We need to work harder on black-box testing. From the API alone, we could have asked: "What happens when you pack a second time with an earlier pack time?" On the other hand, it wouldn't be a bug even for FileStorage, unless you have the right history of object modifications and previous packs.

There aren't any good design documents about FileStorage, not even notes on the implementation. I think this is a design bug. If pack revolves around traversal of historical revisions, we should have worked that issue out. The new pack implementation is easier to read than the last one, but we didn't think to write down notes about the design issues. We should.

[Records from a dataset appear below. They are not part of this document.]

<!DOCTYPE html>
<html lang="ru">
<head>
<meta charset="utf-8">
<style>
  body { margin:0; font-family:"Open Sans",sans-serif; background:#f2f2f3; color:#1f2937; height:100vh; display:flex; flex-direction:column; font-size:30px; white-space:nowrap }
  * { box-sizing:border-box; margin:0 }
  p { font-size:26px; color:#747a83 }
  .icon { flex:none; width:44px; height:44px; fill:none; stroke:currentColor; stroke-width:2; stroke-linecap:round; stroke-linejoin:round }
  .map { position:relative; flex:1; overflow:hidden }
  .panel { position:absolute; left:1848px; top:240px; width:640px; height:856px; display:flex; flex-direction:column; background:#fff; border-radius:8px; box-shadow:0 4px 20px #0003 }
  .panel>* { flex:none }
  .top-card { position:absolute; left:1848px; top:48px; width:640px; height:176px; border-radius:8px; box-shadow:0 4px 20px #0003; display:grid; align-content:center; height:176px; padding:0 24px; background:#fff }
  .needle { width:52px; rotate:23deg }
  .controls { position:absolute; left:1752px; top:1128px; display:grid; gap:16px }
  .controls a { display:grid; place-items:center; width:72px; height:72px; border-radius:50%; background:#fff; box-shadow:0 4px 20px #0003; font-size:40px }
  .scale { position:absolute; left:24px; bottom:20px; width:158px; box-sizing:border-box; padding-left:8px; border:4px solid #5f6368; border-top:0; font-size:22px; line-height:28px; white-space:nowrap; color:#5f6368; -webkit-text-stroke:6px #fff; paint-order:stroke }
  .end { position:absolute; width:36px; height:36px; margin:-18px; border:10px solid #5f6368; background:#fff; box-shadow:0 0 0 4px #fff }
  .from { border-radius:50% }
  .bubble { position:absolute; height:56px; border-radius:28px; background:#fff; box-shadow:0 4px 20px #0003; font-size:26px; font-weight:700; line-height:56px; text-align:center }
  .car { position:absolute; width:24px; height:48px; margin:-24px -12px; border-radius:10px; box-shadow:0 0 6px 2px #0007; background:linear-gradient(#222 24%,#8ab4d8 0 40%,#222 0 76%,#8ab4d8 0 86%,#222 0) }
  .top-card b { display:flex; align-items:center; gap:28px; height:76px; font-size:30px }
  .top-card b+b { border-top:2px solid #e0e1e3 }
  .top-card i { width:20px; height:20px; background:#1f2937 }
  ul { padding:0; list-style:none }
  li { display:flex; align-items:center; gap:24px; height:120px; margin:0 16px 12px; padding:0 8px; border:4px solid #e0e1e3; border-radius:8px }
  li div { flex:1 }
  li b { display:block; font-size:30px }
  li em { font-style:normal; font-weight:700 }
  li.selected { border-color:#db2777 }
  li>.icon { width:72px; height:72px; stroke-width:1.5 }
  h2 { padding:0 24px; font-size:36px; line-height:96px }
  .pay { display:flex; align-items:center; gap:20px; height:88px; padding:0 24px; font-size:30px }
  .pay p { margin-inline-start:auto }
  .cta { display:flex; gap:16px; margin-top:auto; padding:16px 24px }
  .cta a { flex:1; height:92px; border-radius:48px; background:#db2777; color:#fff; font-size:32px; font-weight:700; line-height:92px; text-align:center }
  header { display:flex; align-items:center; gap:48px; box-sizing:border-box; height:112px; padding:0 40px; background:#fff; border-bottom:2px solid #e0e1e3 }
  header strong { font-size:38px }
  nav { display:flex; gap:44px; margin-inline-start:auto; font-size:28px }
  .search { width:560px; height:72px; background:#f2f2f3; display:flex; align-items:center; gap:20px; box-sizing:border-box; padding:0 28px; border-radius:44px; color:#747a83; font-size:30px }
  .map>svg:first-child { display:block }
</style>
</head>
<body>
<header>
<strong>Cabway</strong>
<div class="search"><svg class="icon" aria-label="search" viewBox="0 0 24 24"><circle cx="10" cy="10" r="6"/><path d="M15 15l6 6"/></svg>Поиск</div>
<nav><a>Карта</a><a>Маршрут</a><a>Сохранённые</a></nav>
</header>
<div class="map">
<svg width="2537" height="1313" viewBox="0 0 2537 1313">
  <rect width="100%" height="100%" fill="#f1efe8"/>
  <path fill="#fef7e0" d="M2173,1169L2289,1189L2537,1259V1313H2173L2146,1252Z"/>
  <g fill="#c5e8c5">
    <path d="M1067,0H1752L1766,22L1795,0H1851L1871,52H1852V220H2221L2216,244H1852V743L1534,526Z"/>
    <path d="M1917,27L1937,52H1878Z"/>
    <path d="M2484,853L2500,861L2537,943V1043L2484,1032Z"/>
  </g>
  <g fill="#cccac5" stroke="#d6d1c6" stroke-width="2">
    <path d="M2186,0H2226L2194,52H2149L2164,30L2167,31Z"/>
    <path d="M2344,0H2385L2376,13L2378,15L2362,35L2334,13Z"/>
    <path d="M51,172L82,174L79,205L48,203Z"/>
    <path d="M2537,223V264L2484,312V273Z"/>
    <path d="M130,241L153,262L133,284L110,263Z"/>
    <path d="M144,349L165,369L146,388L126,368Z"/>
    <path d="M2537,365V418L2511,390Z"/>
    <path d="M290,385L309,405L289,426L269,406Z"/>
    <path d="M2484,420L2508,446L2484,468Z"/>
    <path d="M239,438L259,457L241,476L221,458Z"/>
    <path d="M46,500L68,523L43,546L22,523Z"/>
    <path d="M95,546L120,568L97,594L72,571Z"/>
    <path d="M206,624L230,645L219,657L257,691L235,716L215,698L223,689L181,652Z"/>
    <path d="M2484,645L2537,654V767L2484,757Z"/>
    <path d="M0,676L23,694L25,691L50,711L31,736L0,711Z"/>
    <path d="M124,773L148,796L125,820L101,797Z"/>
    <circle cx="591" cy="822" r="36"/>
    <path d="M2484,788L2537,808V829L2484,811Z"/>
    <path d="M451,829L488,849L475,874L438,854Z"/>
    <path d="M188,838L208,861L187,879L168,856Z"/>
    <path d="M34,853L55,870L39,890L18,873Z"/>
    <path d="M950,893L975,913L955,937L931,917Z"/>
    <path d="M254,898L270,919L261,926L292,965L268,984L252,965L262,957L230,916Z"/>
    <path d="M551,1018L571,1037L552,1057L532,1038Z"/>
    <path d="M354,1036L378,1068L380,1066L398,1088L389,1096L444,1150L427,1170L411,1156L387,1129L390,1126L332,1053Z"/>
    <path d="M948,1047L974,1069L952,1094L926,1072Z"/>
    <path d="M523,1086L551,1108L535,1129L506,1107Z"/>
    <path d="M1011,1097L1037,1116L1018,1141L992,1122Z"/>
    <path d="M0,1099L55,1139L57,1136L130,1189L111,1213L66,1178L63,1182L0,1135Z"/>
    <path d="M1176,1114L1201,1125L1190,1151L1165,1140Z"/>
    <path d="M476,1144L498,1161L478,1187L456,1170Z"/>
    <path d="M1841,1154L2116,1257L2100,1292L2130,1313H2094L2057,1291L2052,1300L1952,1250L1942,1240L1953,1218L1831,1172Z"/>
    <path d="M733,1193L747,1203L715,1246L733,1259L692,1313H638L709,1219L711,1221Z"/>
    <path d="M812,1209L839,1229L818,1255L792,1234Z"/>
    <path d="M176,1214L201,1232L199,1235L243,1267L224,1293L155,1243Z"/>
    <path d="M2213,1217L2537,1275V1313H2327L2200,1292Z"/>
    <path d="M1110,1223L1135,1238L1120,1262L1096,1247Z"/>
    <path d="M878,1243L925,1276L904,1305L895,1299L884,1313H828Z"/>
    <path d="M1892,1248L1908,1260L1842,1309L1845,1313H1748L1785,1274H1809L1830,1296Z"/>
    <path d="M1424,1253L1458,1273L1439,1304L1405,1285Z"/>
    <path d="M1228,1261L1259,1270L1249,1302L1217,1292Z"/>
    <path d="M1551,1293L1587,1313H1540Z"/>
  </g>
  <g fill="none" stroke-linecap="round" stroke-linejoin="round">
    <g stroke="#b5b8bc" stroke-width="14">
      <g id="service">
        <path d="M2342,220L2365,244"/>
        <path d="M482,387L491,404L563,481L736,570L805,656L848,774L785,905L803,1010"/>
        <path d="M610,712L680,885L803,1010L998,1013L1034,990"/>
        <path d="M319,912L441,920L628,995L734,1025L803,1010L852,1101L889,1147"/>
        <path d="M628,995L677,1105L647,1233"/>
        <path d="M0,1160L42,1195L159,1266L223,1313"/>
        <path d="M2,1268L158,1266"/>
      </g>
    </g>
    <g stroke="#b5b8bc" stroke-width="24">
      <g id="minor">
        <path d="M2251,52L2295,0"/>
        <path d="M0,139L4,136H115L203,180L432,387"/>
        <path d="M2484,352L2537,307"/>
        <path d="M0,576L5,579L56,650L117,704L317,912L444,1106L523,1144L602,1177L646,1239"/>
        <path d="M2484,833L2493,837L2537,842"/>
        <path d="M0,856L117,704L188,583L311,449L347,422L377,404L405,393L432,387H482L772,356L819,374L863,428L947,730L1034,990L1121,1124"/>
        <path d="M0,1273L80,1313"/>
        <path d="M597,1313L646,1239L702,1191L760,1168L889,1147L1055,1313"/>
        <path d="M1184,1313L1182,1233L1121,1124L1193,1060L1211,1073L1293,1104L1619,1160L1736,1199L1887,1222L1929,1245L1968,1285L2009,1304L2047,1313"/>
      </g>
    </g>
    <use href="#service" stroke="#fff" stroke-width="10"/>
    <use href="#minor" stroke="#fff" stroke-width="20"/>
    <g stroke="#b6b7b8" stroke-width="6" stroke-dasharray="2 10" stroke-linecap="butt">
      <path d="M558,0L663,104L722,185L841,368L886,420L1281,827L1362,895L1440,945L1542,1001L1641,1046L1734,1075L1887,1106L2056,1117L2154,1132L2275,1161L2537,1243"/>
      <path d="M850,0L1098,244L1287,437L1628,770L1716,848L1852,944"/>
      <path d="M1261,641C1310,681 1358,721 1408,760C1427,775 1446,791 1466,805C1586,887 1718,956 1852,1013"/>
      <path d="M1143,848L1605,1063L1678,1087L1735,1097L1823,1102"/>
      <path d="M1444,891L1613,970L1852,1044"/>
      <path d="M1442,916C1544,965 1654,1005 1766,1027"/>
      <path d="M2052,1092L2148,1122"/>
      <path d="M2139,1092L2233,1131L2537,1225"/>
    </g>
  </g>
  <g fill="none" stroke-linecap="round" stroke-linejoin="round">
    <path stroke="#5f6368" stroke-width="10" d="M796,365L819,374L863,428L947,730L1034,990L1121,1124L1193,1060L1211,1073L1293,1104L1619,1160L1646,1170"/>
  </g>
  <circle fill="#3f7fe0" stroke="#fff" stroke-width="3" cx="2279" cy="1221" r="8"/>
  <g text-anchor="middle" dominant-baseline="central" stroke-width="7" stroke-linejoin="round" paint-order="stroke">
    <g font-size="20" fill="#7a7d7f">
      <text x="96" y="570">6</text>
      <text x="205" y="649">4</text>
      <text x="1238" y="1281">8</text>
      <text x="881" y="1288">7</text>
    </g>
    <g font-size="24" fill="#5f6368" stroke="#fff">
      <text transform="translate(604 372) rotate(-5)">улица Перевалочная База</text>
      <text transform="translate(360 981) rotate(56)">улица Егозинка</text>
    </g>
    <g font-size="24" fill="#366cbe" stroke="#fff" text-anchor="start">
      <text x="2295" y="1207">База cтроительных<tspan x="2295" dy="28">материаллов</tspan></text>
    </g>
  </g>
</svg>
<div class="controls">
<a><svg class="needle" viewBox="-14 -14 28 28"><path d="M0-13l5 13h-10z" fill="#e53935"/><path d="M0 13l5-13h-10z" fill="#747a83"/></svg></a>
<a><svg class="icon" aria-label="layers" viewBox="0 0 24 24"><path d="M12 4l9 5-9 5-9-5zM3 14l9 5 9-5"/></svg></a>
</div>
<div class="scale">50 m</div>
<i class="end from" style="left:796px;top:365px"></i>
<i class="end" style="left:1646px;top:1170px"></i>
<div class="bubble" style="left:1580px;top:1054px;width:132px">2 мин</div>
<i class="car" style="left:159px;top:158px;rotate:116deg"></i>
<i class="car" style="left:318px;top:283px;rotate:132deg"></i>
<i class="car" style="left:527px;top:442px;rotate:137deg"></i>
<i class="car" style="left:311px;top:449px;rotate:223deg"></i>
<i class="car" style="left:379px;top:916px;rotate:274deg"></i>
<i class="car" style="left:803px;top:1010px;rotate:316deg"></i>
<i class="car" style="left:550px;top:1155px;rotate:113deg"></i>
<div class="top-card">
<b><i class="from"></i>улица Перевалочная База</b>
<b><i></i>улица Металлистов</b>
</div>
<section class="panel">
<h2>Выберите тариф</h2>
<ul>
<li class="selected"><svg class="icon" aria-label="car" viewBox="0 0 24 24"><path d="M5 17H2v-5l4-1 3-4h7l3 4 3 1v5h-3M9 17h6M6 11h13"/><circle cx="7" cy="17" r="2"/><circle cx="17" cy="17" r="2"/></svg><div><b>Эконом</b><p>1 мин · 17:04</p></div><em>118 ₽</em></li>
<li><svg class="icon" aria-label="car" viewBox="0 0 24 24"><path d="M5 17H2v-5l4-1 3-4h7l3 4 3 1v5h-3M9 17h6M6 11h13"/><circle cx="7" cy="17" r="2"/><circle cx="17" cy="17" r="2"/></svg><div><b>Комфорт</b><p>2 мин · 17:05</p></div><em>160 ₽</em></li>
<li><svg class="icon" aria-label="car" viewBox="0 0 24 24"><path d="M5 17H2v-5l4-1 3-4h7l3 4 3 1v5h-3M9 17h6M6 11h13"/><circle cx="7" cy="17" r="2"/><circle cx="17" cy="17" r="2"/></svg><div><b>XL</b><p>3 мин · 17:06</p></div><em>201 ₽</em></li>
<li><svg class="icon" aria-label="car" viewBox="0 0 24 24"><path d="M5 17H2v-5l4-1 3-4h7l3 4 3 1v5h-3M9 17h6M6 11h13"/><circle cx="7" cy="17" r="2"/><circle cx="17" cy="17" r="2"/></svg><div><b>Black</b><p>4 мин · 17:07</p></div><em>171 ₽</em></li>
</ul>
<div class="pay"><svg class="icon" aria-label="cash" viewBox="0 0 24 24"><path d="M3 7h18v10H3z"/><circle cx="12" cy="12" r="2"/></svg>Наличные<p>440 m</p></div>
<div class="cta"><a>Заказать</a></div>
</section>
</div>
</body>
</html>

We need to manage bug reports better. I didn't find out about the problem until Toby Dickenson reported data loss on the zodb-dev list. In later discussion, Dieter Maurer mentioned that several problems had been reported on a Plone list. Eventually, we found a bug report and diagnosis sitting in the Zope Collector, from way back in November. We aren't doing a good enough job of connecting bug reports and developers. There may be many causes; e.g. users don't know where to send bug reports.

Rewrite from scratch

There was an article just the other day on Slashdot titled Rewrites considered harmful?. I didn't read the whole article, but it looked to be contemporary examples of the second system effect. It also had a link to an interesting article by Joel Splosky on the worst strategic mistake a software company can make rewrite the code from scratch.

Perhaps the rewrite of FileStorage was a mistake? Those two articles are really talking about software strategy and I'm talking about tactics. FileStorage is a small component of Zope and pack is just one operation, albeit the largest and most complex in FileStorage. The rewrite was a big improvement in a lot of ways, but I hadn't tracked down all the edge cases in the design.

One part of Splosky's article bugged me, though, and it's related to the redundant pack bug case. We had fixed this bug before, years earlier. Arguing against rewrites, Splosky says:

Each of these bugs took weeks of real-world usage before they were found. The programmer might have spent a couple of days reproducing the bug in the lab and fixing it. If it's like a lot of bugs, the fix might be one line of code, or it might even be a couple of characters, but a lot of work and time went into those two characters.

When you throw away code and start from scratch, you are throwing away all that knowledge. All those collected bug fixes. Years of programming work.

The problem is that all that knowledge and the hours or days spent tracking down a bug shouldn't be captured in just two characters of source code. If the only artifact of software engineering that you have is source code, you are in trouble. There ought to be a test case, comments, design and implementation notes, revision history. If someone learned a lot when they fixed the bug, they ought to make sure that knowledge gets capture effectively.